What you should do:
Please give back only the lines below from the one containing "656px,976px 680px,969px 691px,989px" to the one containing "817px,2428px 903px,2367px 986px,2262px", each repeated word for word, both ends included.

Data provided:
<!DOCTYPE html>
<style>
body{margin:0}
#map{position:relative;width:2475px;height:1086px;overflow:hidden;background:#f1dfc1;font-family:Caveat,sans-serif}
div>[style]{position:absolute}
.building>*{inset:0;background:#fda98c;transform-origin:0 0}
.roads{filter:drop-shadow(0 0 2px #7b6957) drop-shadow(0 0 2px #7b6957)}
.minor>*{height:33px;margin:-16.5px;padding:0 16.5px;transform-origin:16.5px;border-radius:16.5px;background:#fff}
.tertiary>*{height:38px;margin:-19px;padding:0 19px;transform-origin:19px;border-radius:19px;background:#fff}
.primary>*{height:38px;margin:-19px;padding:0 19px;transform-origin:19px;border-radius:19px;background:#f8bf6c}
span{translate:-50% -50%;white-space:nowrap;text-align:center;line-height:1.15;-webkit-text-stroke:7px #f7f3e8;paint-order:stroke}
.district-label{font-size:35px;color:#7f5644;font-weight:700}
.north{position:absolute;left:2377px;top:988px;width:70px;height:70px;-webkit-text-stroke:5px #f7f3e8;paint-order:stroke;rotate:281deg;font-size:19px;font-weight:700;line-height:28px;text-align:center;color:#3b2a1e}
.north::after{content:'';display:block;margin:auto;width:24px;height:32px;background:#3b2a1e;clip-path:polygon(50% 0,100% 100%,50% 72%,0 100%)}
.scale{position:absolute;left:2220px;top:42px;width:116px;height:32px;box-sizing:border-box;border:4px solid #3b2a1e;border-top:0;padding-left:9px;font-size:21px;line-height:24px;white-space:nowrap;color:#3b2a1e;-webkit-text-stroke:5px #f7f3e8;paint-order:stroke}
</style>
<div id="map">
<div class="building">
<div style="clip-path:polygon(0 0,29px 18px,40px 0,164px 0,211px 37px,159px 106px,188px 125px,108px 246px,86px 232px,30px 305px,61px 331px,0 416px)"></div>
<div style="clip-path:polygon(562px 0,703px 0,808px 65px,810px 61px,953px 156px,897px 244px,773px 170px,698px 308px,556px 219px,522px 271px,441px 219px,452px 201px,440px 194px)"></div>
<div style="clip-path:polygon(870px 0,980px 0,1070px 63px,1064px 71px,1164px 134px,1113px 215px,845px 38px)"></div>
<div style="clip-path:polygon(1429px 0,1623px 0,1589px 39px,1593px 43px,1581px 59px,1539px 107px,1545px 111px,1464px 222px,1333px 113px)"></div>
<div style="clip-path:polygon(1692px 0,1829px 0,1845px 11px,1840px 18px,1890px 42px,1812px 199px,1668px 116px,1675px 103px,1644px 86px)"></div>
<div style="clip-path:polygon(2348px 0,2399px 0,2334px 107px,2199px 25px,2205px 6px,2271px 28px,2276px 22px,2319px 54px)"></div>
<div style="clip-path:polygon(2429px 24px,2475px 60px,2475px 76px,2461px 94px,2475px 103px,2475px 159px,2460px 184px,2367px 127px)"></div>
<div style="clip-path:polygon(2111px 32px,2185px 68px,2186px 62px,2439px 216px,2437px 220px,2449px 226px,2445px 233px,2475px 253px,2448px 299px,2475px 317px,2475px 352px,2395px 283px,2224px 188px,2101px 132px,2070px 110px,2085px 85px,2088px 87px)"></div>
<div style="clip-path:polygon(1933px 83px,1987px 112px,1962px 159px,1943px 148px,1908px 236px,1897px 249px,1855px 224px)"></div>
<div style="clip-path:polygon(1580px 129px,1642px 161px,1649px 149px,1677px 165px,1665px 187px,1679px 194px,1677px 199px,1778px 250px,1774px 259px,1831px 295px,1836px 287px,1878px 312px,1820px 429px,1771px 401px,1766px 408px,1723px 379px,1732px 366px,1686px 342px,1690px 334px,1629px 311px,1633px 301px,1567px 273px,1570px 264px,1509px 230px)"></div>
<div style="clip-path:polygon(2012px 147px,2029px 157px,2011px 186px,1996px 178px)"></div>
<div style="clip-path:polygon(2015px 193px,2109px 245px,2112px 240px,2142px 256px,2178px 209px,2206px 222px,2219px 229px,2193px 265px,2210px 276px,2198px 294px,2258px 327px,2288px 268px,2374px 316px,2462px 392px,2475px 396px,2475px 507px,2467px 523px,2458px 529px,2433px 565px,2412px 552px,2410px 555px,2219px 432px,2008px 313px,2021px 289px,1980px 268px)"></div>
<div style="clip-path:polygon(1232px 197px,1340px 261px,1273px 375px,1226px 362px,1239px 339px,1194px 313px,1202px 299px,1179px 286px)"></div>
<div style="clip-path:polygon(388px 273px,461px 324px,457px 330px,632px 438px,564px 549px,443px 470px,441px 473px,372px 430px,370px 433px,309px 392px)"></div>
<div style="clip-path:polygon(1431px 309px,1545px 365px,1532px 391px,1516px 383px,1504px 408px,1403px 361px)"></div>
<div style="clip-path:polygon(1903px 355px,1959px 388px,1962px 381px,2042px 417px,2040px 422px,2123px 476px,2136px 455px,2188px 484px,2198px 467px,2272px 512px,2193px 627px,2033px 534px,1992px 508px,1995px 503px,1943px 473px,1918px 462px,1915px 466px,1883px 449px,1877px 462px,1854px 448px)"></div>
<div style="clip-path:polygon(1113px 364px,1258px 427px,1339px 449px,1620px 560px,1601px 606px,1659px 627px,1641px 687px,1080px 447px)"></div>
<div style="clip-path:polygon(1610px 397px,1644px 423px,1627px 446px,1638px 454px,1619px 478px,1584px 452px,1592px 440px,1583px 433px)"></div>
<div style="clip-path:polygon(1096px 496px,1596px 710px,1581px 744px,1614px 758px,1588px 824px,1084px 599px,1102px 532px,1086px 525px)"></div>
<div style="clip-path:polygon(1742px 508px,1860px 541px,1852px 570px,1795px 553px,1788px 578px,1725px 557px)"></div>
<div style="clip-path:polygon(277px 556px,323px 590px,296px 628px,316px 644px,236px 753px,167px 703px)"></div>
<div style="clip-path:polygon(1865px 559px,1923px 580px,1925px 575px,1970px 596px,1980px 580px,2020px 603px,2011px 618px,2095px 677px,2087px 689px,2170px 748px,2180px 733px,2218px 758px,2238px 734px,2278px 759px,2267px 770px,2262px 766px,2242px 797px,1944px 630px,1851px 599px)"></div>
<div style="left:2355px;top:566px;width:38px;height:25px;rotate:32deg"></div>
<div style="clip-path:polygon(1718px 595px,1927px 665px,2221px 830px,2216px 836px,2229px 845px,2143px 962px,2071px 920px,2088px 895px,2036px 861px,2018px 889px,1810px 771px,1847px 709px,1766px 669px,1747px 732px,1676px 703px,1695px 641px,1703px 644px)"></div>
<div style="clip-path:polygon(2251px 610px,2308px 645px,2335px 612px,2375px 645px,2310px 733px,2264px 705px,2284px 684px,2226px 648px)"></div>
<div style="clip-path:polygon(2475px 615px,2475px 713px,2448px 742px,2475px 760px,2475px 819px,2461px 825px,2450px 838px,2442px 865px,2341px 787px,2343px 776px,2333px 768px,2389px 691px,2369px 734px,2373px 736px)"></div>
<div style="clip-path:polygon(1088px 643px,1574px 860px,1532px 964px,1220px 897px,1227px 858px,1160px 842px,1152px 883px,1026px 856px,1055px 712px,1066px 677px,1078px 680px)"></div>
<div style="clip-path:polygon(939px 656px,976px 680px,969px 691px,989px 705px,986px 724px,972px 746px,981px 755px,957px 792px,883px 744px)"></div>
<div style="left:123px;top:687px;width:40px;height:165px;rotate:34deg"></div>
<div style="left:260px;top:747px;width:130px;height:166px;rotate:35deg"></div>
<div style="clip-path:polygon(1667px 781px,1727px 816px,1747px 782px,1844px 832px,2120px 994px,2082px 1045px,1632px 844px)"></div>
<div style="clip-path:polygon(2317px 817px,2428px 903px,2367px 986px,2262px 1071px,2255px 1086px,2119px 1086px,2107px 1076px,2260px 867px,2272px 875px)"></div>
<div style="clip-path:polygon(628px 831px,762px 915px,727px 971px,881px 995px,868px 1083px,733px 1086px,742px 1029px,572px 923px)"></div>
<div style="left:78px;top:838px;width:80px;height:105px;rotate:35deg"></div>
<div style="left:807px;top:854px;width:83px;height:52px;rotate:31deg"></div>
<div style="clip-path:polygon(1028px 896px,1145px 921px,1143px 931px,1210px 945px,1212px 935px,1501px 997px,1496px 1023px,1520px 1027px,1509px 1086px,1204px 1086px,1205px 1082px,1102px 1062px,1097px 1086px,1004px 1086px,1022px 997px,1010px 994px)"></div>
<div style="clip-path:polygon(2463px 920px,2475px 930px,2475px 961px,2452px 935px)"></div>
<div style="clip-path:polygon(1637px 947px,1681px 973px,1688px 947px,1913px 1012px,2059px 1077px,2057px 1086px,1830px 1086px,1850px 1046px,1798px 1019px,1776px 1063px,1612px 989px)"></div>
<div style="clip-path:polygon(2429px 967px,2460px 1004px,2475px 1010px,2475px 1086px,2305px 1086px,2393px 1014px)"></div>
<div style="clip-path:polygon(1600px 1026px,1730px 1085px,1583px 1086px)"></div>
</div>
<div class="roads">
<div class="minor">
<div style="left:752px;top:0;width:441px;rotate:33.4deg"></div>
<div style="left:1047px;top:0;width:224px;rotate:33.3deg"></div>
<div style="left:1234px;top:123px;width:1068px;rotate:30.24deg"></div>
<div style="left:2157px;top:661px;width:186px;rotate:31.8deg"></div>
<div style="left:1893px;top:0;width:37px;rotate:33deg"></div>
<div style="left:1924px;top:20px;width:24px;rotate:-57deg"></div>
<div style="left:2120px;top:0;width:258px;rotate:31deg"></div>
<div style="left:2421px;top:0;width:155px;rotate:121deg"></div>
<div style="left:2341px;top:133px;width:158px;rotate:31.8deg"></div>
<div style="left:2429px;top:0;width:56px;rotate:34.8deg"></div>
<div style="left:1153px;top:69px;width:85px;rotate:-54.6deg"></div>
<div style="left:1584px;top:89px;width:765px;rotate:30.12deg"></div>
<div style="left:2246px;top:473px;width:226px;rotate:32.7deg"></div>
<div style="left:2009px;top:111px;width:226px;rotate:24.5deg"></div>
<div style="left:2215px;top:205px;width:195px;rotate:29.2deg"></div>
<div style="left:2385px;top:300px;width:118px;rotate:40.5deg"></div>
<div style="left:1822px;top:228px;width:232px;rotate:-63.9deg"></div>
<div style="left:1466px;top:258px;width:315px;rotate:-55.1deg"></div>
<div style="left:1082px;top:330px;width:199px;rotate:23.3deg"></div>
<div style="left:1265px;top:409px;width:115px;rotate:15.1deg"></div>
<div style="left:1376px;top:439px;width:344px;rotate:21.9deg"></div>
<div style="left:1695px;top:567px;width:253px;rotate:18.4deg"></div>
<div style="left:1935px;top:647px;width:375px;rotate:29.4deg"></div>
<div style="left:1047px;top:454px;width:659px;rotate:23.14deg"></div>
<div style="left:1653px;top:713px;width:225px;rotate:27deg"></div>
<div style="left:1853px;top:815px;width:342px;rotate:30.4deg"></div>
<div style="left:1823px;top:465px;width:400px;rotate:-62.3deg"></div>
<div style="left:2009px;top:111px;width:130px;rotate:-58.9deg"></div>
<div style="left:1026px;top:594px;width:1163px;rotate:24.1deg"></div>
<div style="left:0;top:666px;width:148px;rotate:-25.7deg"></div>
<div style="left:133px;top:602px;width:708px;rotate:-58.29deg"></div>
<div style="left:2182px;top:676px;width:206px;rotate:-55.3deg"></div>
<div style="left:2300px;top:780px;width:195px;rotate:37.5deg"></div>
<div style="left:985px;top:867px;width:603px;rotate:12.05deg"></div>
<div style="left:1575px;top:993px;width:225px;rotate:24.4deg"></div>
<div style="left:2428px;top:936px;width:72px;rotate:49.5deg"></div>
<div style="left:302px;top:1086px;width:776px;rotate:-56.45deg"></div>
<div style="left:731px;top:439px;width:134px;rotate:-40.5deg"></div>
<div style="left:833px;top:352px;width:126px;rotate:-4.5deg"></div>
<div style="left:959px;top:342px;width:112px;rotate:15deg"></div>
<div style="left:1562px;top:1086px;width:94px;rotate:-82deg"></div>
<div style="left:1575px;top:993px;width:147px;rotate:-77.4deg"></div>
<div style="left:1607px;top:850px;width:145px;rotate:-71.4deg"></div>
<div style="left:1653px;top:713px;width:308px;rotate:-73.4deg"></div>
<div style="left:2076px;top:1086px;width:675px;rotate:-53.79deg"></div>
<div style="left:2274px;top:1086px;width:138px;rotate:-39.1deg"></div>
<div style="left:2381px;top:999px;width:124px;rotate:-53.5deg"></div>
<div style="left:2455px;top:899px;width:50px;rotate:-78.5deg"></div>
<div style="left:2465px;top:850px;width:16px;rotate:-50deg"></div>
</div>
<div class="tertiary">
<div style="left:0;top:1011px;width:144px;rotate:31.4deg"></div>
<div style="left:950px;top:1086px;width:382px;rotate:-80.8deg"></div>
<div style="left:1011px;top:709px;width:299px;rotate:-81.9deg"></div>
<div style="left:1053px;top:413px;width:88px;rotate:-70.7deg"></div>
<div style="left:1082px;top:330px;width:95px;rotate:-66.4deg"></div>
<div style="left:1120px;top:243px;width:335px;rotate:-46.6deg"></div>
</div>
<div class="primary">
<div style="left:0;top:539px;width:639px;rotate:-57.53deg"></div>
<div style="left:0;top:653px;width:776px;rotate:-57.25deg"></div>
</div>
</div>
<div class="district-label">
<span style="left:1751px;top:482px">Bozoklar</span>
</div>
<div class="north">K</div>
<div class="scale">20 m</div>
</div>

Result:
<div style="clip-path:polygon(939px 656px,976px 680px,969px 691px,989px 705px,986px 724px,972px 746px,981px 755px,957px 792px,883px 744px)"></div>
<div style="left:123px;top:687px;width:40px;height:165px;rotate:34deg"></div>
<div style="left:260px;top:747px;width:130px;height:166px;rotate:35deg"></div>
<div style="clip-path:polygon(1667px 781px,1727px 816px,1747px 782px,1844px 832px,2120px 994px,2082px 1045px,1632px 844px)"></div>
<div style="clip-path:polygon(2317px 817px,2428px 903px,2367px 986px,2262px 1071px,2255px 1086px,2119px 1086px,2107px 1076px,2260px 867px,2272px 875px)"></div>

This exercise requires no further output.